The Riemannian Trust-Regions Solver

The aim is to solve an optimization problem on a manifold

\[\operatorname*{min}_{x ∈ \mathcal{M}} F(x)\]

by using the Riemannian trust-regions solver. It is number one choice for smooth optimization. This trust-region method uses the Steihaug-Toint truncated conjugate-gradient method truncated_conjugate_gradient_descent to solve the inner minimization problem called the trust-regions subproblem. This inner solver can be preconditioned by providing a preconditioner (symmetric and positive definite, an approximation of the inverse of the Hessian of $F$). If no Hessian of the cost function $F$ is provided, a standard approximation of the Hessian based on the gradient $\operatorname{grad}F$ with ApproxHessianFiniteDifference will be computed.

Initialization

Initialize $x_0 = x$ with an initial point $x$ on the manifold. It can be given by the caller or set randomly. Set the initial trust-region radius $\Delta =\frac{1}{8} \bar{\Delta}$ where $\bar{\Delta}$ is the maximum radius the trust-region can have. Usually one uses the root of the manifold's dimension $\operatorname{dim}(\mathcal{M})$. For accepting the next iterate and evaluating the new trust-region radius, one needs an accept/reject threshold $\rho' ∈ [0,\frac{1}{4})$, which is $\rho' = 0.1$ on default.
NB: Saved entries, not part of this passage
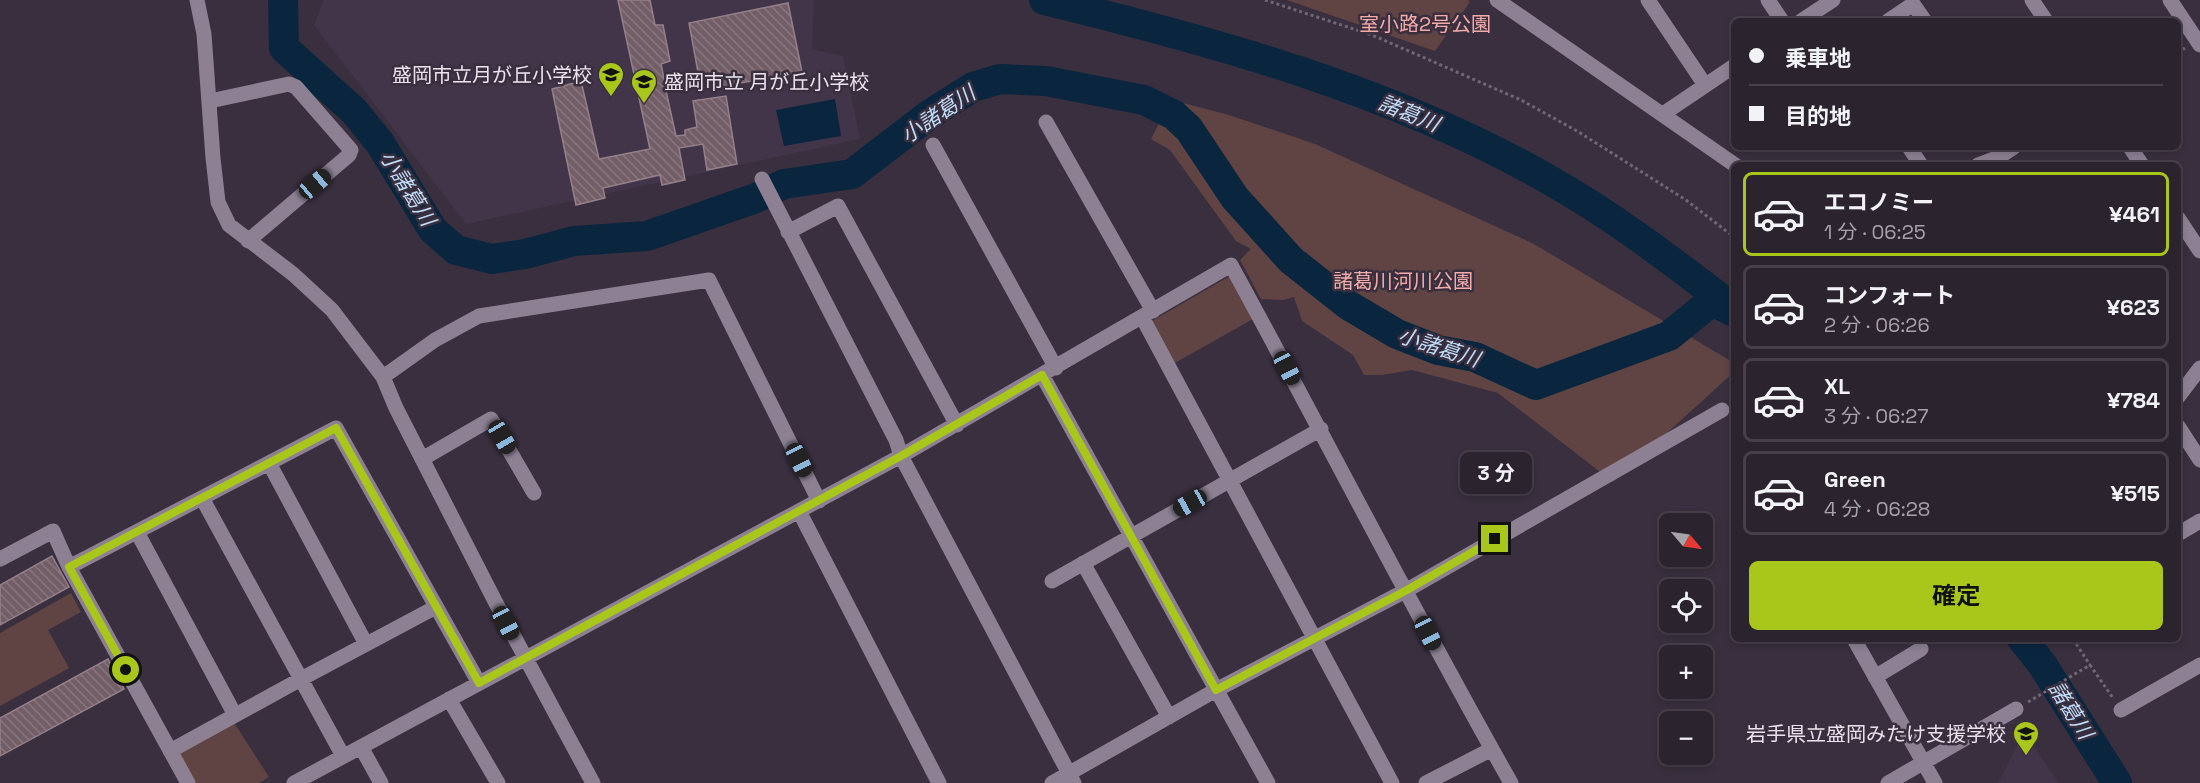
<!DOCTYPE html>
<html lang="ja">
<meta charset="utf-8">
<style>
:root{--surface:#2b232e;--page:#372f3a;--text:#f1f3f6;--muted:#a6a4aa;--line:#47404a;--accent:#a9c71b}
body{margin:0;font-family:"Space Grotesk","Noto Sans JP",sans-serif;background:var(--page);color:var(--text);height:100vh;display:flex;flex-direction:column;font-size:22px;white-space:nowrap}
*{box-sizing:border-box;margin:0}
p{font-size:20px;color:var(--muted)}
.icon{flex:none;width:33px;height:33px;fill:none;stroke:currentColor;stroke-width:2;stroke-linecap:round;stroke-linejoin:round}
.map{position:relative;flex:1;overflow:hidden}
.sheet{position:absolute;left:1731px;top:162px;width:450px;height:480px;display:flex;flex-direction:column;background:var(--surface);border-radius:9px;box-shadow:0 3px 9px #0003,0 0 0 2px var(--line)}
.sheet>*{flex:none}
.hud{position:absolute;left:1731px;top:18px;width:450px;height:132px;border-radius:9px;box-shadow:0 3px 9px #0003,0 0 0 2px var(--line);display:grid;align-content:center;height:132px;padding:0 18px;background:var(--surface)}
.needle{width:39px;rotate:119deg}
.tools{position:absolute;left:1659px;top:513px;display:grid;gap:12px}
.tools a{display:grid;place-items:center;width:54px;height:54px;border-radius:9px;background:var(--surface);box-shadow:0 3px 9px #0003,0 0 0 2px var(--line);font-size:30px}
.end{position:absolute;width:27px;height:27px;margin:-14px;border:8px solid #a9c71b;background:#111;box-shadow:0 0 0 3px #111}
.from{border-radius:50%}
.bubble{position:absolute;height:42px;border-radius:9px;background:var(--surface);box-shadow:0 3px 9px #0003,0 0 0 2px var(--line);font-size:20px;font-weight:700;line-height:42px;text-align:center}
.car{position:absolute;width:18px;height:36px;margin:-18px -9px;border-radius:8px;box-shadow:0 0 4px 2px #0007;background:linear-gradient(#222 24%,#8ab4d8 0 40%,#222 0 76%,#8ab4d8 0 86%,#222 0)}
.hud b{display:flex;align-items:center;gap:21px;height:57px;font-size:22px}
.hud b+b{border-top:2px solid var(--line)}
.hud i{width:15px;height:15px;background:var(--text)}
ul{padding:10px 0 0;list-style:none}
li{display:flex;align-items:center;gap:18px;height:84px;margin:0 12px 9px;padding:0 6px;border:3px solid var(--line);border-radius:9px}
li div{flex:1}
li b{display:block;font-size:22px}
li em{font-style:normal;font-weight:700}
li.active{border-color:var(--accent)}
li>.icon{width:54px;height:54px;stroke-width:1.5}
.action{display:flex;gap:12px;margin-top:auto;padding:12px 18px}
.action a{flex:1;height:69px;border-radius:9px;background:var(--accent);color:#111;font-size:24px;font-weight:700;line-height:69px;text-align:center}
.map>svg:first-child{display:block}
</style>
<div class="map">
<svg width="2200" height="783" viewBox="0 0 2200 783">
<defs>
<pattern id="building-back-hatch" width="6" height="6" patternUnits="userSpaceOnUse" patternTransform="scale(1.5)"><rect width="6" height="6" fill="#735e68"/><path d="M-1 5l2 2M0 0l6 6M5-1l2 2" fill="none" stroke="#87757e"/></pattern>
</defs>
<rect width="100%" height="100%" fill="#392f3e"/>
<path fill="#423449" d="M 324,0 L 814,0 L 812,49 L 843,56 L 860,139 L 466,224 L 314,25 Z
M 2024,732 L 2059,783 L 1998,783 Z"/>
<path fill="#604444" d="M 1287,0 L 1468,0 L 1470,2 L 1435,51 Z
M 1171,100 L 1229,115 L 1315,144 L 1534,244 L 1734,363 L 1734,372 L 1613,482 L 1498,393 L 1412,370 L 1382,375 L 1364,375 L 1353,355 L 1302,321 L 1294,297 L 1283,300 L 1261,299 L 1240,260 L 1251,249 L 1236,241 L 1170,150 L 1151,139 Z
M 1230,276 L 1253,319 L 1175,363 L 1152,321 Z
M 71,593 L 81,612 L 48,630 L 69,668 L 0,706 L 0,633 Z
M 233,721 L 269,777 L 259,783 L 194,783 L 177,754 Z"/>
<path fill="#0a263f" d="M 835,99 L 841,136 L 784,146 L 776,110 Z"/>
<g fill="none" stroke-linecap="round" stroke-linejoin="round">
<path stroke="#0a263f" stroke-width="30" d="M 283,0 L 284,48 L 354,111 L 380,143 L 433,230 L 456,250 L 492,259 L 525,254 L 574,241 L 647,236 L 756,198 L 784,184 L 852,174 L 929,115 L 973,87 L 1000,79 L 1046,81 L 1144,100 L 1174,115 L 1189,129 L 1235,198 L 1291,260 L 1348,305 L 1397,334 L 1438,350 L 1475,357 L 1536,385 L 1669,336 L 1712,301 L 1734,312
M 1044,0 C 1216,42 1391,90 1546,178 C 1612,215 1672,261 1732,307
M 2022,639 L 2042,664 L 2117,783"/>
</g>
<path fill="url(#building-back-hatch)" stroke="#95808a" stroke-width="1.5" d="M 618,0 L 650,0 L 655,25 L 663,25 L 670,61 L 661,64 L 664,79 L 698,72 L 689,23 L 788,3 L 802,72 L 701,90 L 700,83 L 666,91 L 676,136 L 685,135 L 685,130 L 697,127 L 693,101 L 726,96 L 737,164 L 707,170 L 703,144 L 679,148 L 685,180 L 662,185 L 660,175 L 603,188 L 605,198 L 576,205 L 552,89 L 581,81 L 599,159 L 650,149 Z
M 52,556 L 69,587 L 0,625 L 0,585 Z
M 108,659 L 124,689 L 0,756 L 0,718 Z"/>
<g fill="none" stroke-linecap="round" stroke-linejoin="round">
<path stroke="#706674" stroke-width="3" stroke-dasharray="3 3" stroke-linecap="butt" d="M 1265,0 L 1372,35 L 1521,100 L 1577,131 L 1686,200 L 1734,237
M 2178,53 L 2185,48
M 2073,639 L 2090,665
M 2028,702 L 2090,665 L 2113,698"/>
<path stroke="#8c8092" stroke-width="15" d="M 197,0 L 204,34 L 213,158 L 218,202 L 229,225 L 293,274 L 332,310 L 383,377 L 396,408 L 497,605 L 593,783
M 1497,0 L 1735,165
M 1648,0 L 1705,85
M 1768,0 L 1782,21
M 2032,0 L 2046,21
M 2170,0 L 2200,45
M 1801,21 L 1833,0
M 1888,21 L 1913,4 L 1925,21
M 210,101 L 289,84 L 296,87 L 351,150 L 349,155 L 248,241
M 1663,114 L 1734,66
M 1046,122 L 1153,311
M 933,145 L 1056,368
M 1909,147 L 1921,165
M 2130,147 L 2142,165
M 1978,165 L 1999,157 L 2014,147
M 762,179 L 896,440 L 901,456 L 1074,783
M 2178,218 L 2200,251
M 788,232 L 838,206 L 957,425
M 1142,317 L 1392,783
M 1042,375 L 1268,783
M 383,377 L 435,340 L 479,316 L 709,280 L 819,501
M 2178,397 L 2200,368
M 2178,426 L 2200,460
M 422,459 L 491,419 L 534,493
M 269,463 L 366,644
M 202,498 L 343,756
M 799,511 L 939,783
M 137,532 L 235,715
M 2178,534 L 2200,521
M 0,559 L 53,531 L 69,567 L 188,783
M 1083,563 L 1169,717
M 69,567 L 336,428 L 479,683
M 1052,581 L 1321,429
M 1854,639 L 1935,783
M 1875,677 L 1921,649
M 449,699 L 498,783
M 2121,710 L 2200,665
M 361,747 L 381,783
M 170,751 L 301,679 L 436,607
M 294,783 L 901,456 L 1231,265 C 1325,437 1414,612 1511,783
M 1052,783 L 1216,690 L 1407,590 L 1722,410
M 1426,783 L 1492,749
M 1888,783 L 2016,709"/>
</g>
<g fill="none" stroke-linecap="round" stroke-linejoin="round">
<path stroke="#a9c71b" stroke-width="8" d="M 126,670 L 69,567 L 336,428 L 479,683 L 901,456 L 1042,375 L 1216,690 L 1407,590 L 1495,539"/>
</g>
<defs>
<symbol id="school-pin" viewBox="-11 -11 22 30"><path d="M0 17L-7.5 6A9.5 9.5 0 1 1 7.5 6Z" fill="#a9c71b" stroke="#392f3e"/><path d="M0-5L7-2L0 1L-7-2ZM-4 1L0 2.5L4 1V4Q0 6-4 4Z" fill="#111"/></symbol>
</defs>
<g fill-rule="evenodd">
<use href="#school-pin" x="596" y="60" width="30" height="40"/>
<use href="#school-pin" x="629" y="67" width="30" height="40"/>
<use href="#school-pin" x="2011" y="719" width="30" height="40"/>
</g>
<g text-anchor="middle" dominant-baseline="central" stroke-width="5" stroke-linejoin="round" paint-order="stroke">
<g font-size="20" fill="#f4aba9" stroke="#392f3e">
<text x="1425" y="24">室小路2号公園</text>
<text x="1403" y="281">諸葛川河川公園</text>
</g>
<g font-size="20" fill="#eae3ed" stroke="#392f3e" text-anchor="end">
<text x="592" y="75">盛岡市立月が丘小学校</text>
<text x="664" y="82" text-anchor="start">盛岡市立 月が丘小学校</text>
<text x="2006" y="734">岩手県立盛岡みたけ支援学校</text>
</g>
<g font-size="21" font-style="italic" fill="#c1dffd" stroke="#392f3e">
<text transform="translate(1409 113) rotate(22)">諸葛川</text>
<text transform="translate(938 114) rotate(-34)">小諸葛川</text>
<text transform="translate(408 188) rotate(58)">小諸葛川</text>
<text transform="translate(1439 347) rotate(18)">小諸葛川</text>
<text transform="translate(2071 710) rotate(58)">諸葛川</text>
</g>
</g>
</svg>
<div class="tools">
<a><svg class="needle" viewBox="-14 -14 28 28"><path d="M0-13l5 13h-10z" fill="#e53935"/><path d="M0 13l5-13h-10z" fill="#a6a4aa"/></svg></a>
<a><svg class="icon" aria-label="locate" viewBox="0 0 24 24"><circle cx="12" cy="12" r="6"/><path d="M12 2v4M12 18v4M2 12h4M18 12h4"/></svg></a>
<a>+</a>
<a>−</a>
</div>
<i class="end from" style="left:126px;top:670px"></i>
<i class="end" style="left:1495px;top:539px"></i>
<div class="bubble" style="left:1460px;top:452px;width:72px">3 分</div>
<i class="car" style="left:315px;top:184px;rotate:50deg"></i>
<i class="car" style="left:1287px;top:368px;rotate:152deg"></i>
<i class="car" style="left:502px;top:437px;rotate:150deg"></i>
<i class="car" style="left:799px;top:460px;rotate:154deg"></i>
<i class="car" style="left:1190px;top:503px;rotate:241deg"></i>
<i class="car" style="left:506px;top:623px;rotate:152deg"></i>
<i class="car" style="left:1428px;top:633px;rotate:153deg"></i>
<div class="hud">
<b><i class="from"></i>乗車地</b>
<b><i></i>目的地</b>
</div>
<section class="sheet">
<ul>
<li class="active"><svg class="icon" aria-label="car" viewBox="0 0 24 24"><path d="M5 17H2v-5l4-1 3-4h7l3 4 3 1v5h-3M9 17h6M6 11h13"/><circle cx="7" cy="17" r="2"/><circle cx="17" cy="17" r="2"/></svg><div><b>エコノミー</b><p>1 分 · 06:25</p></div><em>¥461</em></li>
<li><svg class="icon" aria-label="car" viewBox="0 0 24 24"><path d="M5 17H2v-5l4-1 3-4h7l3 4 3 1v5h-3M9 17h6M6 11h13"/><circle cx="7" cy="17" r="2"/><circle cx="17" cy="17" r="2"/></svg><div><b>コンフォート</b><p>2 分 · 06:26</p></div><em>¥623</em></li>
<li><svg class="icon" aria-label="car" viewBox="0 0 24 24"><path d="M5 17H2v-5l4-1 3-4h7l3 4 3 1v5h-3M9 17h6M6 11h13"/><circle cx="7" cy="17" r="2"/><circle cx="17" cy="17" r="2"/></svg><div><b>XL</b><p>3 分 · 06:27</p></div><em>¥784</em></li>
<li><svg class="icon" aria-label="car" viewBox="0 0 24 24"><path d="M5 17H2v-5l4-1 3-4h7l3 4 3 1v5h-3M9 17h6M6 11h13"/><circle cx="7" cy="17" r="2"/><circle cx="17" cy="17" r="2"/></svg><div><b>Green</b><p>4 分 · 06:28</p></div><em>¥515</em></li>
</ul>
<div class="action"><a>確定</a></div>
</section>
</div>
Set $k=0$.

Iteration

Repeat until a convergence criterion is reached

  1. Set $η$ as a random tangent vector if using randomized approach. Else set $η$ as the zero vector in the tangential space $T_{x_k}\mathcal{M}$.
  2. Set $η^*$ as the solution of the trust-region subproblem, computed by the tcg-method with $η$ as initial vector.
  3. If using randomized approach, compare $η^*$ with the Cauchy point $η_{c}^* = -\tau_{c} \frac{\Delta}{\lVert \operatorname{Grad}[F] (x_k) \rVert_{x_k}} \operatorname{Grad}[F] (x_k)$ by the model function $m_{x_k}(⋅)$. If the model decrease is larger by using the Cauchy point, set $η^* = η_{c}^*$.
  4. Set ${x}^* = \operatorname{retr}_{x_k}(η^*)$.
  5. Set $\rho = \frac{F(x_k)-F({x}^*)}{m_{x_k}(η)-m_{x_k}(η^*)}$, where $m_{x_k}(⋅)$ describes the quadratic model function.
  6. Update the trust-region radius:$\Delta = \begin{cases}\frac{1}{4} \Delta &\text{ if } \rho < \frac{1}{4} \, \text{or} \, m_{x_k}(η)-m_{x_k}(η^*) \leq 0 \, \text{or} \, \rho = \pm ∈ fty , \\\operatorname{min}(2 \Delta, \bar{\Delta}) &\text{ if } \rho > \frac{3}{4} \, \text{and the tcg-method stopped because of negative curvature or exceeding the trust-region},\\\Delta & \, \text{otherwise.}\end{cases}$
  7. If $m_{x_k}(η)-m_{x_k}(η^*) \geq 0$ and $\rho > \rho'$ set $x_k = {x}^*$.
  8. Set $k = k+1$.

Result

The result is given by the last computed $x_k$.

Remarks

To the initialization: a random point on the manifold.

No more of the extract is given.